| Task description |
Every line of the records below that holds the word "Rivière" should be copied out.

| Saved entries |

# # #

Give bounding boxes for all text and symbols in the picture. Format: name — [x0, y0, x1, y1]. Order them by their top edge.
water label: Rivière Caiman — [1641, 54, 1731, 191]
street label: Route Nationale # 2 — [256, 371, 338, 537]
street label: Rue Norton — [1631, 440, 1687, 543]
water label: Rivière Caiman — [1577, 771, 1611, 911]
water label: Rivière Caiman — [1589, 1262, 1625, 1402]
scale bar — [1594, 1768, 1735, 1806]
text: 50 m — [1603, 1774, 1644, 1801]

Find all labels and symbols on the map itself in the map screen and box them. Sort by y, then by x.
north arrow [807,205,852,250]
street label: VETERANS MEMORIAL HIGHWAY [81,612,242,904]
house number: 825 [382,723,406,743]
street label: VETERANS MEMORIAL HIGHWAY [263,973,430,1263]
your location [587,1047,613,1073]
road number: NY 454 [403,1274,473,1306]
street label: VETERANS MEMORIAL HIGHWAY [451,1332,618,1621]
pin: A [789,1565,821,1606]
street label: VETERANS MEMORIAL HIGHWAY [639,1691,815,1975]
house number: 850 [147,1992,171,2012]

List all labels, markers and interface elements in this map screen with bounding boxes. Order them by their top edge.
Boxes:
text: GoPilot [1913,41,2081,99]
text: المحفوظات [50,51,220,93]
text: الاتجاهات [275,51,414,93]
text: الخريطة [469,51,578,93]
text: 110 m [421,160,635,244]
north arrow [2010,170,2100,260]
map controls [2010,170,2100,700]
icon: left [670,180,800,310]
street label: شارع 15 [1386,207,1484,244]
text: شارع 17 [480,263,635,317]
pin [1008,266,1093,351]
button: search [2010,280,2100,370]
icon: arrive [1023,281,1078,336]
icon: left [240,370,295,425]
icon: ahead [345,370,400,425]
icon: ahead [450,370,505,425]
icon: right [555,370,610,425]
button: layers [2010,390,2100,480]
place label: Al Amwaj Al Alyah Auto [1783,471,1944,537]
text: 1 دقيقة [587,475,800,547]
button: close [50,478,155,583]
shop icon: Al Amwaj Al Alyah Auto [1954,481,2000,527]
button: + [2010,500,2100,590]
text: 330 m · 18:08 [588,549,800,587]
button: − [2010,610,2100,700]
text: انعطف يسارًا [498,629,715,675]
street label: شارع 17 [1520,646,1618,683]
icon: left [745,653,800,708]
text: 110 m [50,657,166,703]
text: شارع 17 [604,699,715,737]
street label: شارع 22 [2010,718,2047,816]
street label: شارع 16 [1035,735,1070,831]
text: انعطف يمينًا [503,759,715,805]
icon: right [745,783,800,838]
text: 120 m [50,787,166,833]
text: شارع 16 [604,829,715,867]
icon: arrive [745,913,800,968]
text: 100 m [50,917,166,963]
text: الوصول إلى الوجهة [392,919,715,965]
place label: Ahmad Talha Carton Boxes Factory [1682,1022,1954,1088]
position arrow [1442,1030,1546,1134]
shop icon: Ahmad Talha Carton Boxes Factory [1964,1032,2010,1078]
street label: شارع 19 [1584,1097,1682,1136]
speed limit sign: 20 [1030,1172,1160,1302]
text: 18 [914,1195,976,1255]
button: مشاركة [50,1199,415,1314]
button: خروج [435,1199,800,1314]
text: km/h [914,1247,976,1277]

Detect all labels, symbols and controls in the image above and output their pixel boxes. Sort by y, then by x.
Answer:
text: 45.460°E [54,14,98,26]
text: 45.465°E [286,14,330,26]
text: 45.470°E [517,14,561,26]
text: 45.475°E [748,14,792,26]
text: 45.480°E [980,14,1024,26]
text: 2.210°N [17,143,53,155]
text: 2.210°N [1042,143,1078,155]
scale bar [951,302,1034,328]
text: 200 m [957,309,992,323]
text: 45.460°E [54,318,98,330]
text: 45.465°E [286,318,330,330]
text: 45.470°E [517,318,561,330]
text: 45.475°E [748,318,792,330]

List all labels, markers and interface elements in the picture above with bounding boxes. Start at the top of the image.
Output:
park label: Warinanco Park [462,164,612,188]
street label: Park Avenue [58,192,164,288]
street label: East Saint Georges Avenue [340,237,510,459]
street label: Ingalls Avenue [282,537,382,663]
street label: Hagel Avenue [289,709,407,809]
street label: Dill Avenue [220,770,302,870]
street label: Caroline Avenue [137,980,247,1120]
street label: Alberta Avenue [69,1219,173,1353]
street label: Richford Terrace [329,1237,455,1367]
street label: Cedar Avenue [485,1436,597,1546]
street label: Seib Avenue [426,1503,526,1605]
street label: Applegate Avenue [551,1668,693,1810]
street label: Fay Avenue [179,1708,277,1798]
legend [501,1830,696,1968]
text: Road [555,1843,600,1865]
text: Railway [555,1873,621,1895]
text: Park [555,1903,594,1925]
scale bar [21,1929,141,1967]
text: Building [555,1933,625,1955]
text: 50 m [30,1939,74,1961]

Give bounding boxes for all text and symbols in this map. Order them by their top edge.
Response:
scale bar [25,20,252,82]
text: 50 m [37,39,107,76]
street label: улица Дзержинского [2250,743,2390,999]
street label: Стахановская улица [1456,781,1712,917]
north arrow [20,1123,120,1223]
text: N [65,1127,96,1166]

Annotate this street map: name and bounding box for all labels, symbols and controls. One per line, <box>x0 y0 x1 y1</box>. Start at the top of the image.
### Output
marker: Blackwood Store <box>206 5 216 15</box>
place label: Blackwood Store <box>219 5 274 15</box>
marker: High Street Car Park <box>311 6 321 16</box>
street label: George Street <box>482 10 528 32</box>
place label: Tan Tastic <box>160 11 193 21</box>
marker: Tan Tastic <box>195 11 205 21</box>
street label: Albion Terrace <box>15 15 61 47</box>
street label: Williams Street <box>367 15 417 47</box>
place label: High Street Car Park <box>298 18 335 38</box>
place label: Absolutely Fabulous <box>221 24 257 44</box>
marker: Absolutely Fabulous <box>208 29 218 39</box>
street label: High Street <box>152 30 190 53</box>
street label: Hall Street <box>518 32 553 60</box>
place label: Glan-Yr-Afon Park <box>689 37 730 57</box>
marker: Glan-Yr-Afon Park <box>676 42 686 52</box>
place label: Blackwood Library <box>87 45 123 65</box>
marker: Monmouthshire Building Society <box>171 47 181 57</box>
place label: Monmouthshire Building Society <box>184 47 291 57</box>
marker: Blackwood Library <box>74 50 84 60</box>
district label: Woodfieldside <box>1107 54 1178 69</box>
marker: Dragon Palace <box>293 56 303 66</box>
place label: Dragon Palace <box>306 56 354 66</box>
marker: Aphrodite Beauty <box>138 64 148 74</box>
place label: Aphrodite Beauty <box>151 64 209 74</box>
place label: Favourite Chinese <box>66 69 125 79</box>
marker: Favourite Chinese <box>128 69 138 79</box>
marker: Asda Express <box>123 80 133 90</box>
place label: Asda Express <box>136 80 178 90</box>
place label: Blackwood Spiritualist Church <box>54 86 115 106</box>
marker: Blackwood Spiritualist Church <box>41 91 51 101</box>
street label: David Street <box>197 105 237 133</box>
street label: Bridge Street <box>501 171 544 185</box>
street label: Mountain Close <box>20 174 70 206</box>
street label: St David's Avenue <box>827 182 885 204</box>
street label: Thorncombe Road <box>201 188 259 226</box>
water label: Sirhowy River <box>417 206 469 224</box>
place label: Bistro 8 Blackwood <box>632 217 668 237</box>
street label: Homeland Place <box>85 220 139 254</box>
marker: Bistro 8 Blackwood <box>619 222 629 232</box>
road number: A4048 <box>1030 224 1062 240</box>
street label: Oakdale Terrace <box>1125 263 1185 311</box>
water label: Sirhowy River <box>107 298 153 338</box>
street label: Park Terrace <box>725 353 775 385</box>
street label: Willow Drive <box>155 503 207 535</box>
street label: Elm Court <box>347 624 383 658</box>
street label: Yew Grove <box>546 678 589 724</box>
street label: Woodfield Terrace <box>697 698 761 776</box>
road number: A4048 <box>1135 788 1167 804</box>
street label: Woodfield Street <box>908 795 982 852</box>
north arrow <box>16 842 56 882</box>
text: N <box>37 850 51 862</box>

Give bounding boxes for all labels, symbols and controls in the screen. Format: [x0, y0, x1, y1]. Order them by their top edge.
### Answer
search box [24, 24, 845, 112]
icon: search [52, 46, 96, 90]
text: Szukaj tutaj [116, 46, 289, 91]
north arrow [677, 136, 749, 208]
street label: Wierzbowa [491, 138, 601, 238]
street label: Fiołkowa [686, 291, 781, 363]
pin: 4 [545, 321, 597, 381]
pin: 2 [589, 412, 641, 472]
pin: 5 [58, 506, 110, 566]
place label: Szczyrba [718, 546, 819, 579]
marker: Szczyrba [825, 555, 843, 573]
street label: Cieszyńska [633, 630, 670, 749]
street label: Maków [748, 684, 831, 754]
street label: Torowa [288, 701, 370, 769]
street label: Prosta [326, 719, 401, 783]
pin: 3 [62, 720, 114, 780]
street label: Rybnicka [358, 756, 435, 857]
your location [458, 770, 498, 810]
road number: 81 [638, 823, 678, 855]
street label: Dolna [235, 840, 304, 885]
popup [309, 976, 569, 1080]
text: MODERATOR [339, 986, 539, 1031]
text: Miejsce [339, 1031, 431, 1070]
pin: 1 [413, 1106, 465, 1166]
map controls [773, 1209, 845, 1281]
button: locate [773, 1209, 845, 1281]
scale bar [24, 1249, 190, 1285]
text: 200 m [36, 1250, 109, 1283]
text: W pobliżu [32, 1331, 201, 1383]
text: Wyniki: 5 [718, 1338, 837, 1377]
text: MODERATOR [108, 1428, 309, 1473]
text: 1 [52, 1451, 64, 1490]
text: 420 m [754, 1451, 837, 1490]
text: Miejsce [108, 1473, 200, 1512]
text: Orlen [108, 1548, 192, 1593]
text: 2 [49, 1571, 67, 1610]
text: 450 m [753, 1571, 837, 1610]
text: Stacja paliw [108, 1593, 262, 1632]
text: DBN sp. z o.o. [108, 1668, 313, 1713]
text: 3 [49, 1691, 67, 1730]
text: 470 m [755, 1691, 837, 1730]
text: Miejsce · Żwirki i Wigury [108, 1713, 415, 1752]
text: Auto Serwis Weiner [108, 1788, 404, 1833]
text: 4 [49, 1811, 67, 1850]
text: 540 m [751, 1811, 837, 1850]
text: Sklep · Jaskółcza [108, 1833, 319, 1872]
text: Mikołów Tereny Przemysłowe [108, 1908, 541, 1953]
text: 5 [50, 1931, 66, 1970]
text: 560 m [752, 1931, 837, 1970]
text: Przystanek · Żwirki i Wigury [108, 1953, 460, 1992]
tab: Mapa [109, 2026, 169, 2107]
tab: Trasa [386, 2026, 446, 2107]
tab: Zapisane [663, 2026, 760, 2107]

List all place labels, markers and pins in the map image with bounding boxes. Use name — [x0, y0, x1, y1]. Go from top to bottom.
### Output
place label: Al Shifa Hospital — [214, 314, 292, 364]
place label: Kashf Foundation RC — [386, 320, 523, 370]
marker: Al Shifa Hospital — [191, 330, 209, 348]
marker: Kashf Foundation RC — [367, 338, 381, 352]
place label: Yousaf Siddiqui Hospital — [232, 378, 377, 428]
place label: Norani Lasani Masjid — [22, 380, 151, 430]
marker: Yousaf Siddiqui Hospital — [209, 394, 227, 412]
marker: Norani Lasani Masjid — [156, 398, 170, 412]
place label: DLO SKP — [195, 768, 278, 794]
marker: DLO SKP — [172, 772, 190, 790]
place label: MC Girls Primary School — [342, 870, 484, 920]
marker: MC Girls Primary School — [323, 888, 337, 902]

# # #

| Answer to the problem |
water label: Rivière Caiman — [1641, 54, 1731, 191]
water label: Rivière Caiman — [1577, 771, 1611, 911]
water label: Rivière Caiman — [1589, 1262, 1625, 1402]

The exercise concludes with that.